- _WHAT YOU WILL DO_
Could you repeat all of the entries exactly, leaving out any pictures?

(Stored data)
══════════
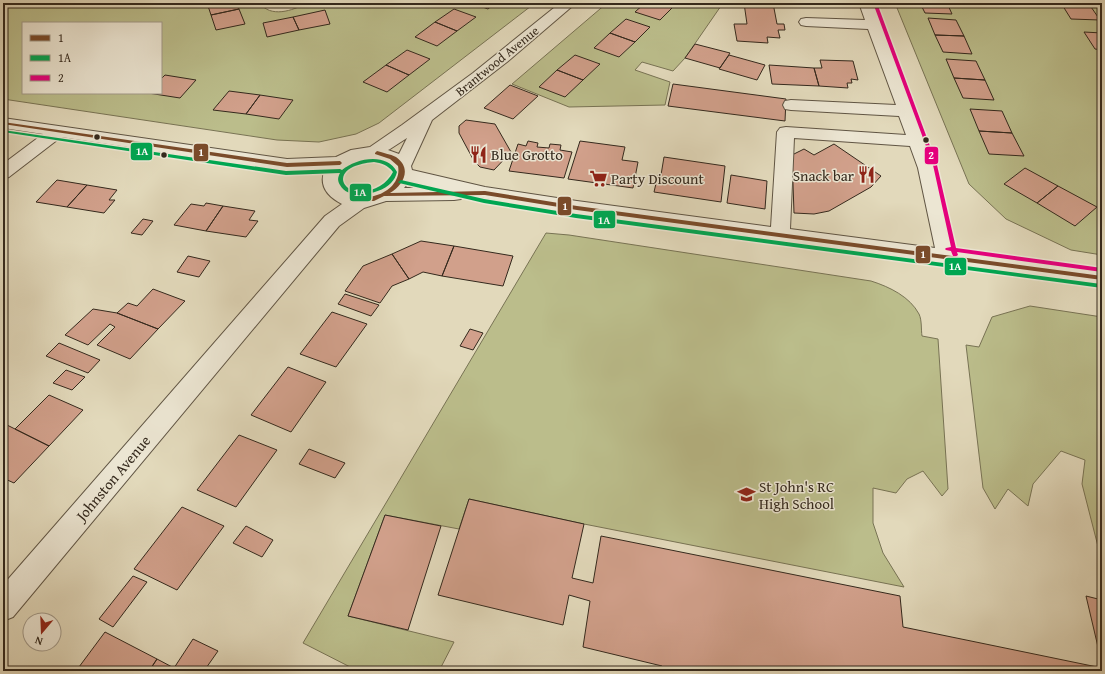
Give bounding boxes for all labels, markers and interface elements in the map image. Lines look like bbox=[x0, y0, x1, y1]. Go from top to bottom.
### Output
street label: Brantwood Avenue bbox=[451, 21, 543, 101]
legend bbox=[22, 22, 162, 94]
text: 1 bbox=[58, 29, 64, 46]
text: 1A bbox=[58, 49, 72, 66]
text: 2 bbox=[58, 69, 64, 86]
unlabelled marker bbox=[92, 132, 102, 142]
unlabelled marker bbox=[921, 135, 931, 145]
line badge: 1A bbox=[130, 142, 153, 161]
text: 1A bbox=[136, 143, 148, 159]
line badge: 1 bbox=[193, 143, 209, 162]
text: 1 bbox=[198, 144, 204, 160]
restaurant icon: Blue Grotto bbox=[468, 144, 488, 164]
place label: Blue Grotto bbox=[491, 144, 563, 165]
line badge: 2 bbox=[924, 146, 939, 165]
text: 2 bbox=[928, 147, 934, 163]
unlabelled marker bbox=[159, 150, 169, 160]
place label: Snack bar bbox=[793, 165, 854, 186]
restaurant icon: Snack bar bbox=[857, 165, 877, 185]
supermarket icon: Party Discount bbox=[588, 168, 608, 188]
place label: Party Discount bbox=[611, 168, 705, 189]
line badge: 1A bbox=[349, 183, 372, 202]
text: 1A bbox=[354, 184, 366, 200]
line badge: 1 bbox=[557, 196, 572, 216]
text: 1 bbox=[562, 198, 568, 214]
line badge: 1A bbox=[593, 210, 616, 229]
text: 1A bbox=[598, 212, 610, 228]
line badge: 1 bbox=[915, 245, 931, 264]
text: 1 bbox=[920, 246, 926, 262]
line badge: 1A bbox=[944, 257, 967, 276]
text: 1A bbox=[949, 258, 961, 274]
street label: Johnston Avenue bbox=[70, 431, 155, 527]
place label: St John's RC High School bbox=[759, 476, 834, 514]
school or university icon: St John's RC High School bbox=[736, 485, 756, 505]
north arrow bbox=[22, 612, 62, 652]
text: N bbox=[32, 632, 45, 650]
══════════
- _REPLY_
Give bounding boxes for all labels, markers and interface elements in the map image. Lines look like bbox=[x0, y0, x1, y1]. Go from top to bottom.
### Output
street label: Brantwood Avenue bbox=[451, 21, 543, 101]
legend bbox=[22, 22, 162, 94]
text: 1 bbox=[58, 29, 64, 46]
text: 1A bbox=[58, 49, 72, 66]
text: 2 bbox=[58, 69, 64, 86]
unlabelled marker bbox=[92, 132, 102, 142]
unlabelled marker bbox=[921, 135, 931, 145]
line badge: 1A bbox=[130, 142, 153, 161]
text: 1A bbox=[136, 143, 148, 159]
line badge: 1 bbox=[193, 143, 209, 162]
text: 1 bbox=[198, 144, 204, 160]
restaurant icon: Blue Grotto bbox=[468, 144, 488, 164]
place label: Blue Grotto bbox=[491, 144, 563, 165]
line badge: 2 bbox=[924, 146, 939, 165]
text: 2 bbox=[928, 147, 934, 163]
unlabelled marker bbox=[159, 150, 169, 160]
place label: Snack bar bbox=[793, 165, 854, 186]
restaurant icon: Snack bar bbox=[857, 165, 877, 185]
supermarket icon: Party Discount bbox=[588, 168, 608, 188]
place label: Party Discount bbox=[611, 168, 705, 189]
line badge: 1A bbox=[349, 183, 372, 202]
text: 1A bbox=[354, 184, 366, 200]
line badge: 1 bbox=[557, 196, 572, 216]
text: 1 bbox=[562, 198, 568, 214]
line badge: 1A bbox=[593, 210, 616, 229]
text: 1A bbox=[598, 212, 610, 228]
line badge: 1 bbox=[915, 245, 931, 264]
text: 1 bbox=[920, 246, 926, 262]
line badge: 1A bbox=[944, 257, 967, 276]
text: 1A bbox=[949, 258, 961, 274]
street label: Johnston Avenue bbox=[70, 431, 155, 527]
place label: St John's RC High School bbox=[759, 476, 834, 514]
school or university icon: St John's RC High School bbox=[736, 485, 756, 505]
north arrow bbox=[22, 612, 62, 652]
text: N bbox=[32, 632, 45, 650]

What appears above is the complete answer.